**Problem details**:
For the entries below, how many lines contain the word "needle"? Reply with the number and nothing else.

**Stored data entries**:
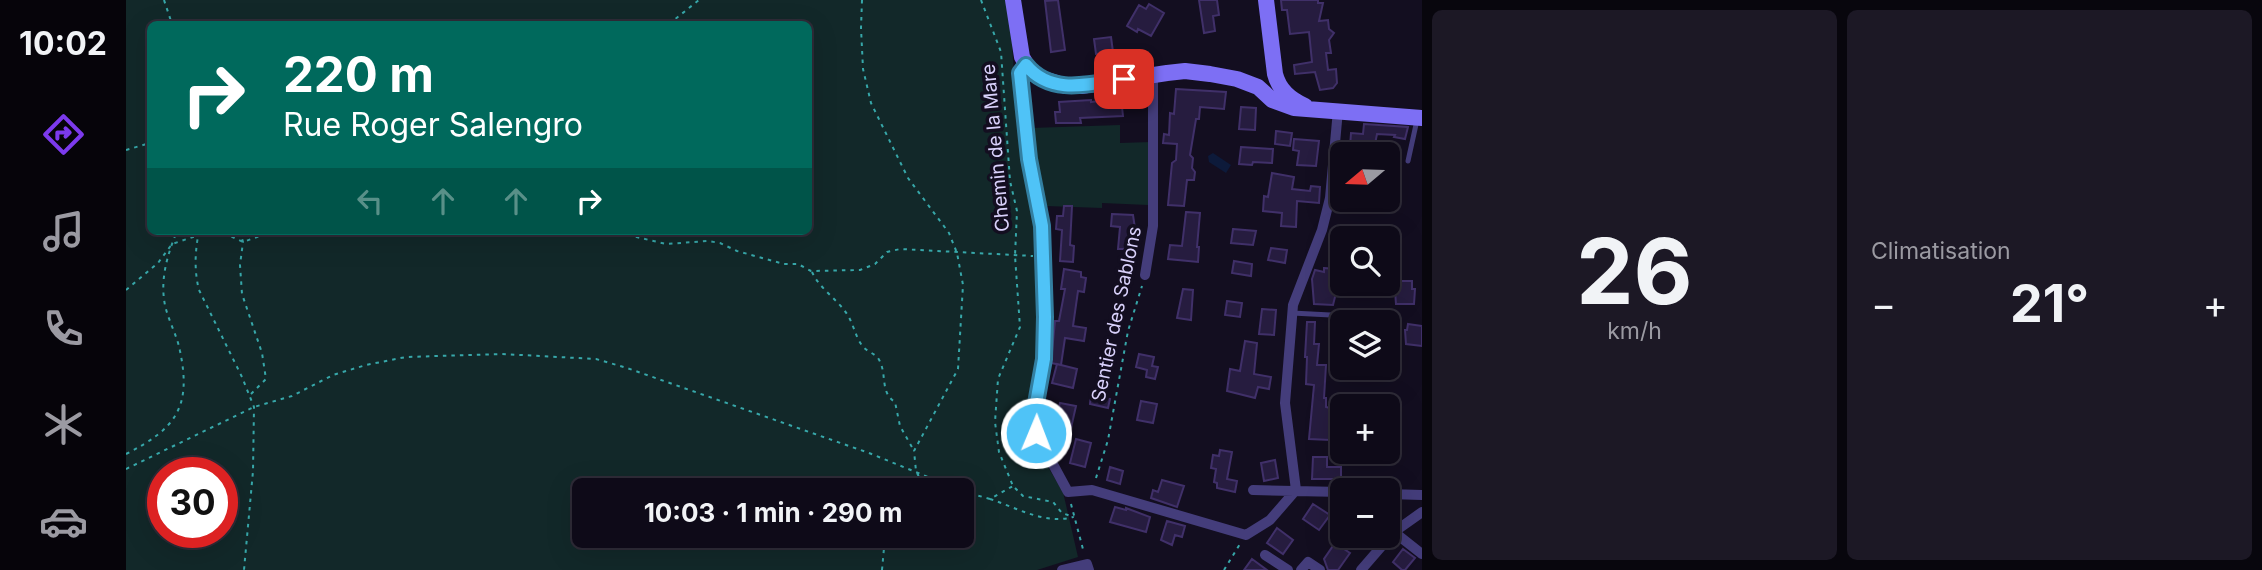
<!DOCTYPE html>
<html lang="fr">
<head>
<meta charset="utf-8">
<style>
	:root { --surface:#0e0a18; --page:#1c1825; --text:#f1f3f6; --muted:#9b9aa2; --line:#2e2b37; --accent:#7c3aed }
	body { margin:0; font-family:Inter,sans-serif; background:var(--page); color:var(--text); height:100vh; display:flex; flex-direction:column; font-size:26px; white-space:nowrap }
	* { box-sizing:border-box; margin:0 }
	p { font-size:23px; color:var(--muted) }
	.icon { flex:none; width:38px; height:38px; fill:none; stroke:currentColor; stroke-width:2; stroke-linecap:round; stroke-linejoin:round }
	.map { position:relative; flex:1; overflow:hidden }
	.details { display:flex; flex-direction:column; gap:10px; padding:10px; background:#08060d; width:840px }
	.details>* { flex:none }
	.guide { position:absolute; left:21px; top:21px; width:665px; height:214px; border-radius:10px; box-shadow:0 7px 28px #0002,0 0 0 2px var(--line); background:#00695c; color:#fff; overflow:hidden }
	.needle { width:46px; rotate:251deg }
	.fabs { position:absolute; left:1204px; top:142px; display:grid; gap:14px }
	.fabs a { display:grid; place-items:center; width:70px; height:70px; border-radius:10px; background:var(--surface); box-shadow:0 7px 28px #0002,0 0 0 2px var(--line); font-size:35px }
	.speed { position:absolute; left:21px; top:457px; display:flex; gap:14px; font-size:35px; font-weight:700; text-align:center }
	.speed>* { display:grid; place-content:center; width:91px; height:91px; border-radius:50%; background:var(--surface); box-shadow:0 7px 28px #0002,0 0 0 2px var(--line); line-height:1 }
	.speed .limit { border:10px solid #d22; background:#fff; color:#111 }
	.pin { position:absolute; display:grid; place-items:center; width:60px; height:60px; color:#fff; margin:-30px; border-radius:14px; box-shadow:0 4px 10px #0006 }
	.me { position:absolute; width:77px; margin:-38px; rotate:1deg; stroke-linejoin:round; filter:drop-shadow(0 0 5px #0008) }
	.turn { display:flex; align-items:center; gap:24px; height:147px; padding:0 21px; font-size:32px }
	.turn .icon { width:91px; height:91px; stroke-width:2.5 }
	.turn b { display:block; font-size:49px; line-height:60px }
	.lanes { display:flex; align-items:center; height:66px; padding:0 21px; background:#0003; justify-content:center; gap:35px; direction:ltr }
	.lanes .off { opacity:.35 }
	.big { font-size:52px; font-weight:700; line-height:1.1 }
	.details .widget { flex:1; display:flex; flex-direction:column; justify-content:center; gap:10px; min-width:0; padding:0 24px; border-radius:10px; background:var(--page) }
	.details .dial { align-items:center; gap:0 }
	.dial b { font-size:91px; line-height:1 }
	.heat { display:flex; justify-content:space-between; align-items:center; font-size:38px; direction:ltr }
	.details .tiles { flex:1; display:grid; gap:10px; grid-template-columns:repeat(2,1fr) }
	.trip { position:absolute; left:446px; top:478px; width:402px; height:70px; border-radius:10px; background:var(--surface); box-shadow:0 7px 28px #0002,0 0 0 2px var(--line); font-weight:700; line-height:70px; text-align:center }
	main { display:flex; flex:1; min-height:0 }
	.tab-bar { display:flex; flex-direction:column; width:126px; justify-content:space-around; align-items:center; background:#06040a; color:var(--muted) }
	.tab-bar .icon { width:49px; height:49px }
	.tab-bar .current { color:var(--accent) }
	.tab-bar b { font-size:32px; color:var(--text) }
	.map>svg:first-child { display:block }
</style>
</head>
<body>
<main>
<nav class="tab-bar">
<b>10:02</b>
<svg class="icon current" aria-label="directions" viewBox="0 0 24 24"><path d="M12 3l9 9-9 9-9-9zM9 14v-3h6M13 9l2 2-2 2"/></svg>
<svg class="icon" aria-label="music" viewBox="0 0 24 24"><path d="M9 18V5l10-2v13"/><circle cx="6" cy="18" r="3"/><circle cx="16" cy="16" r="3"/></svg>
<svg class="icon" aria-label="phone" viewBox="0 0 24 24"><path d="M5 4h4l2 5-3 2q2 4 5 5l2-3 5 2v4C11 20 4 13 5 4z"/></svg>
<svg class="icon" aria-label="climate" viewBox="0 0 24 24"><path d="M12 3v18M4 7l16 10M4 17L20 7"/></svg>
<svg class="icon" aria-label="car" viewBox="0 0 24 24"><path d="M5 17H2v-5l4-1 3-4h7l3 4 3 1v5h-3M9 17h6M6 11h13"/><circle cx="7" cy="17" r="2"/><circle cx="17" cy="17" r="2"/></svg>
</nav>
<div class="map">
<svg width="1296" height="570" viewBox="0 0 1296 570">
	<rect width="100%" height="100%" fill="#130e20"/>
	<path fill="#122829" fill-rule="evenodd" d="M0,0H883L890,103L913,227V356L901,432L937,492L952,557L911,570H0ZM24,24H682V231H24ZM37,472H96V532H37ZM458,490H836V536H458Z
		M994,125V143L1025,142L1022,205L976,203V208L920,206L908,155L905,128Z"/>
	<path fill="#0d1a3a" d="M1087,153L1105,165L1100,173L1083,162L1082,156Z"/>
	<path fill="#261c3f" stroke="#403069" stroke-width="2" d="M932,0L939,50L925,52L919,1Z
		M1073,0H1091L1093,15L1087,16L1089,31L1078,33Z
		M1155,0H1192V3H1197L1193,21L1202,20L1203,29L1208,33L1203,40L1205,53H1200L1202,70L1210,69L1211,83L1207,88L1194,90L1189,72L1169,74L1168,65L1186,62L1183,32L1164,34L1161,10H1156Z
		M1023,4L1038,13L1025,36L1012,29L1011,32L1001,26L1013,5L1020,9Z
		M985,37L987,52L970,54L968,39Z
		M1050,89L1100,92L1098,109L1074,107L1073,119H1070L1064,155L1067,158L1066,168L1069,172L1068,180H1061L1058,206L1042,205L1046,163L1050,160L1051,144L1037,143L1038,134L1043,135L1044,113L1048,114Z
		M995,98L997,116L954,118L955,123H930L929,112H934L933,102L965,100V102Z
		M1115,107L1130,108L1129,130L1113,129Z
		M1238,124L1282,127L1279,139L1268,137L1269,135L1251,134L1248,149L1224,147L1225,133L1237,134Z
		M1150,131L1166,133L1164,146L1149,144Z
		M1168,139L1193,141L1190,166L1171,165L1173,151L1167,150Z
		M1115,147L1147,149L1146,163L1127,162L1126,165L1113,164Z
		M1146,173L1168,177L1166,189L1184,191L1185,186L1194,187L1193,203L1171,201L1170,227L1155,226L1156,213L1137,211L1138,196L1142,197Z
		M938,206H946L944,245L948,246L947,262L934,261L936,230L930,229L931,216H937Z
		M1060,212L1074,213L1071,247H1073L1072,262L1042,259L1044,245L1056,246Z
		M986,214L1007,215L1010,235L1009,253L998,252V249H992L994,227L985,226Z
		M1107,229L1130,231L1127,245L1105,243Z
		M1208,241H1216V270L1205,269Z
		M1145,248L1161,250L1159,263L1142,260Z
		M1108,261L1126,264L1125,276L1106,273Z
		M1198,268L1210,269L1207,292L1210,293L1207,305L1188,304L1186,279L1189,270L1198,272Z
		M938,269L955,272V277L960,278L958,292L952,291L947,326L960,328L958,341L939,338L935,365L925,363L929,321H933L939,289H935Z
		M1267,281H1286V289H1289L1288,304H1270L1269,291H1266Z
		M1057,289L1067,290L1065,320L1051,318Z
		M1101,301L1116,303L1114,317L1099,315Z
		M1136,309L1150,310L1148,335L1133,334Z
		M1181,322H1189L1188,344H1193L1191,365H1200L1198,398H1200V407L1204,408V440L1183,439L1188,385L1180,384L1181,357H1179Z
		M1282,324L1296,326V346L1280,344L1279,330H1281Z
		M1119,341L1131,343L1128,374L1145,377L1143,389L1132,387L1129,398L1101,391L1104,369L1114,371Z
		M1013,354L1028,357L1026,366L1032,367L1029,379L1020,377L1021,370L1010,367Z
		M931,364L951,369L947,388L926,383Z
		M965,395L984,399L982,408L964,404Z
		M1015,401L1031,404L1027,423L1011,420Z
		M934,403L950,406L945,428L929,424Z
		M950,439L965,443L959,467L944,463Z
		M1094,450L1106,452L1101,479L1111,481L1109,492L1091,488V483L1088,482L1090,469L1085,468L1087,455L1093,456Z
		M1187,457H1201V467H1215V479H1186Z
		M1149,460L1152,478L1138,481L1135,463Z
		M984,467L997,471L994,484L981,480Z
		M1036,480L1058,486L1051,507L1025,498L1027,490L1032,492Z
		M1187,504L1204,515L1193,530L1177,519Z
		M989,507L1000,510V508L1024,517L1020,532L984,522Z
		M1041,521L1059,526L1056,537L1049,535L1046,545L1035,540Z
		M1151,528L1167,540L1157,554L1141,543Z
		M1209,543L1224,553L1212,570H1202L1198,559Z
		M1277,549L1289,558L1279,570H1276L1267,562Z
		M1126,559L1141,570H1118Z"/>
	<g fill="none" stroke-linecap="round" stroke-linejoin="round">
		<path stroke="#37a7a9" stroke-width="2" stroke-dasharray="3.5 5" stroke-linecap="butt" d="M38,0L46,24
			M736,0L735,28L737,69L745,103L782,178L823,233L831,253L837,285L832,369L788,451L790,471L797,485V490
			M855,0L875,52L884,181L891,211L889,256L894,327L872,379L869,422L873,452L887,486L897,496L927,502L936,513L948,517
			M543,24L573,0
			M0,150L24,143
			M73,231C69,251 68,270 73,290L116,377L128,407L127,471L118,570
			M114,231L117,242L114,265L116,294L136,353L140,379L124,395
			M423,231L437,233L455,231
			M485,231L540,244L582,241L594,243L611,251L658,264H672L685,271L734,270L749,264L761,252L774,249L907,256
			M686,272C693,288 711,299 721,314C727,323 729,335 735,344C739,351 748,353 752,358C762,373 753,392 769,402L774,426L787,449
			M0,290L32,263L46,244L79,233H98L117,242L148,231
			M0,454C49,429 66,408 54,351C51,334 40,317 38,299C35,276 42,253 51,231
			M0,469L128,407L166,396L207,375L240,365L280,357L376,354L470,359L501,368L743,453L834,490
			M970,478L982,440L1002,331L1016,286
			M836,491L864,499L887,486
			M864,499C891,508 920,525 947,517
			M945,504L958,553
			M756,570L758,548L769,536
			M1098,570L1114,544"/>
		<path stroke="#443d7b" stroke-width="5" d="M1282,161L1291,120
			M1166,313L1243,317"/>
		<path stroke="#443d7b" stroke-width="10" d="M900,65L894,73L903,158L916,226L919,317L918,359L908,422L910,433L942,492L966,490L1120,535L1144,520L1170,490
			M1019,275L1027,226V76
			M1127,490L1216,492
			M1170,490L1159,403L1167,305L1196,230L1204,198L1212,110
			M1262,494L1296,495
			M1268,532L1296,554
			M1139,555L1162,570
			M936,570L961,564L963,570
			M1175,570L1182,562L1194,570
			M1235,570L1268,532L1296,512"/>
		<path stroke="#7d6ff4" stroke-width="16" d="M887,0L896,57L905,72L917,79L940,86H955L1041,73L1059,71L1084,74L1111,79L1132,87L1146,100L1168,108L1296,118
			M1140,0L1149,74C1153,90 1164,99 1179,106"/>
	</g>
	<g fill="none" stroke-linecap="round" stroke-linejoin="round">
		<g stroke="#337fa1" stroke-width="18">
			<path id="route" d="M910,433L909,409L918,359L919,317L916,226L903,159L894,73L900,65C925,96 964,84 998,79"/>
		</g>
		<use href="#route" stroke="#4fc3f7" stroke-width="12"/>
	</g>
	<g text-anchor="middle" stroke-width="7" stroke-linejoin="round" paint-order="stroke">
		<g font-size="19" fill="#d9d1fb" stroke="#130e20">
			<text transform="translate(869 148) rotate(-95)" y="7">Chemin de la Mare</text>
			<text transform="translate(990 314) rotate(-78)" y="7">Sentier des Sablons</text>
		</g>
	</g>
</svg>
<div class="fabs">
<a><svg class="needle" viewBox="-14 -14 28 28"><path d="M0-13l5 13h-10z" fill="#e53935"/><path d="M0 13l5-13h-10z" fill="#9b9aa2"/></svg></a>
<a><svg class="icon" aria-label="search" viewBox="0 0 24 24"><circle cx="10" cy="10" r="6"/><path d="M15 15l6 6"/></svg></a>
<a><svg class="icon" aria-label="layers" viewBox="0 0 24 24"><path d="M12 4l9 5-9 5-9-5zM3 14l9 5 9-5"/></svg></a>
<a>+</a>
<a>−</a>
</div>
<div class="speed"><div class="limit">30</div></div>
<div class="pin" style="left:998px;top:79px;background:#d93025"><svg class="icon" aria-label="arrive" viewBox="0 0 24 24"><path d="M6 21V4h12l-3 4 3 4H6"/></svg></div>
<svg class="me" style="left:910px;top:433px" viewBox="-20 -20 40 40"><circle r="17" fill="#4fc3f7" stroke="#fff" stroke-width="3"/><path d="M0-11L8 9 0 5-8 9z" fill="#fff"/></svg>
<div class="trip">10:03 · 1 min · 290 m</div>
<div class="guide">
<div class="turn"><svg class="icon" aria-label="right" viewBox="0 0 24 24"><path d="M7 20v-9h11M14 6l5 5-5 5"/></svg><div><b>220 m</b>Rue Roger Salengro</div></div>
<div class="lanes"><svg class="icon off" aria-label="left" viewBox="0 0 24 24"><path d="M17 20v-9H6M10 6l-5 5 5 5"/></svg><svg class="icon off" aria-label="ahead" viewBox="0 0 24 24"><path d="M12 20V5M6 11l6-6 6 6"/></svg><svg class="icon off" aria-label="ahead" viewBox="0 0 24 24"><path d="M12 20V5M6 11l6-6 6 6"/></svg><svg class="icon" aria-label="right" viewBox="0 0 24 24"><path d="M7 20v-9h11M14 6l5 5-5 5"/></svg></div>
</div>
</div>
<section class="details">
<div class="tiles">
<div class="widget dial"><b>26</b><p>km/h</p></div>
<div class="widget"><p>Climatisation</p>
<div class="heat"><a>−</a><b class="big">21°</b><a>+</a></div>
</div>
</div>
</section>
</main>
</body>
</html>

**Solution for this problem**:
2